Built in 1930 as Loew's 175th Street Theatre, the venue was originally a movie palace designed by architect Thomas W. Lamb, who designed over 300 theatres in his career, including the Cort Theatre, as well as other buildings with eclectic designs such as the Pythian Temple. The theatre's lavishly eclectic interior decor was supervised by Harold Rambusch, who also designed the interior of the Roxy Theatre and the Waldorf-Astoria Hotel.
The theatre, which was the first in Washington Heights built specifically to show films, although it also presented live vaudeville, was one of five deluxe "Wonder Theatres" built by Loew's in the New York City area. The theater operated continuously until it was closed by Loew's in 1969. That same year it was purchased for over a half million dollars by the television evangelist Rev. Frederick J. Eikerenkoetter II, better known as Reverend Ike. The theater became the headquarters of his United Church Science of Living Institute and was renamed the Palace Cathedral, sometimes also called "Reverend Ike's Prayer Tower". It was completely restored and still continues to be maintained by the church.

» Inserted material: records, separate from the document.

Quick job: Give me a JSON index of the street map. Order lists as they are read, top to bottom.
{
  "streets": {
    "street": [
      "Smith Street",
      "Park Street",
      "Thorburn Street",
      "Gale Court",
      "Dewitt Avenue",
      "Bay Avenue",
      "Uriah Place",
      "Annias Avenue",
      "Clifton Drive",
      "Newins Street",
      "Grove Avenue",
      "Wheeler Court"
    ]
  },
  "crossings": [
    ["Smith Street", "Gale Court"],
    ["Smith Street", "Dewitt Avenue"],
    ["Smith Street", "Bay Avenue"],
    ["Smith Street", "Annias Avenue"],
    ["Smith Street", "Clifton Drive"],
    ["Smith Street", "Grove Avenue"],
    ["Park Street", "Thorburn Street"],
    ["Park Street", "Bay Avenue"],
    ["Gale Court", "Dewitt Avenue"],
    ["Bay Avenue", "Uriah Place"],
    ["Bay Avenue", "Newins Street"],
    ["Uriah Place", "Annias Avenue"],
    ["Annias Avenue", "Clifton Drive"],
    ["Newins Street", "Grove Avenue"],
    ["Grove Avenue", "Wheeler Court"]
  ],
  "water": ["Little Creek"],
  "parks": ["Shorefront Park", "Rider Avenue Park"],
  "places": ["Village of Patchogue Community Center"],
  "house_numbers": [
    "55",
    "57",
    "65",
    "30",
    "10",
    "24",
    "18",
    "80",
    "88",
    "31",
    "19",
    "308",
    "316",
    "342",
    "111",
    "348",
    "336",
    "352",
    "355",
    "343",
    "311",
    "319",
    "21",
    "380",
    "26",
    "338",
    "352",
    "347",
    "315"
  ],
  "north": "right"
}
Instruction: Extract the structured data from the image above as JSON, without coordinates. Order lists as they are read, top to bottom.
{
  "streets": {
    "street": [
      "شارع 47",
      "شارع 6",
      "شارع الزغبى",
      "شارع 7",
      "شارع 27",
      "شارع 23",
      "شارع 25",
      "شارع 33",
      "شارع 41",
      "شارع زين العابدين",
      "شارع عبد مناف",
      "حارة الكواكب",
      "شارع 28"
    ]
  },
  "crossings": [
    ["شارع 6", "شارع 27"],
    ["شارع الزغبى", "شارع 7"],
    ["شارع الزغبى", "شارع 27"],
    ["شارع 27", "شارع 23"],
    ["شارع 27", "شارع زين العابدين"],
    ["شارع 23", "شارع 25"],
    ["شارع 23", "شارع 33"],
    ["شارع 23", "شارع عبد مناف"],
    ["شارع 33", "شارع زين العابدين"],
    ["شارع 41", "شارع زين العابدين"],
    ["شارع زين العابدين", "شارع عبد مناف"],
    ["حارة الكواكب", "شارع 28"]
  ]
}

The building was designated a New York City landmark by the New York City Landmarks Preservation Commission on December 13, 2016. The church attempted to have the designation overturned, but later withdrew their objections.
As of 2018, the church is called the United Palace of Spiritual Arts, and offers performing arts events through the United Palace of Cultural Arts. Its Spiritual Leader and CEO is Rev. Heather Shea.
The architectural style of the terra-cotta-faced theater has been described as "Byzantine-Romanesque-Indo-Hindu-Sino-Moorish-Persian-Eclectic-Rococo-Deco" by David W. Dunlap of the New York Times, who wrote later that Lamb borrowed from "the Alhambra in Spain, the Kailasa rock-cut shrine in India, and the Wat Phra Keo temple in Thailand, adding Buddhas, bodhisattvas, elephants, and honeycomb stonework in an Islamic pattern known as muqarnas." The AIA Guide to New York City calls it "Cambodian neo-Classical" and invites a comparison to Lamb's Loew's Pitkin Theatre in Brownsville, Brooklyn, while New York Times reporter Nathaniel Adams called it simply a "kitchen-sink masterpiece." Lamb himself wrote that "Exotic ornaments, colors and scenes are particularly effective in creating an atmosphere in which the mind is free to frolic and becomes receptive to entertainment."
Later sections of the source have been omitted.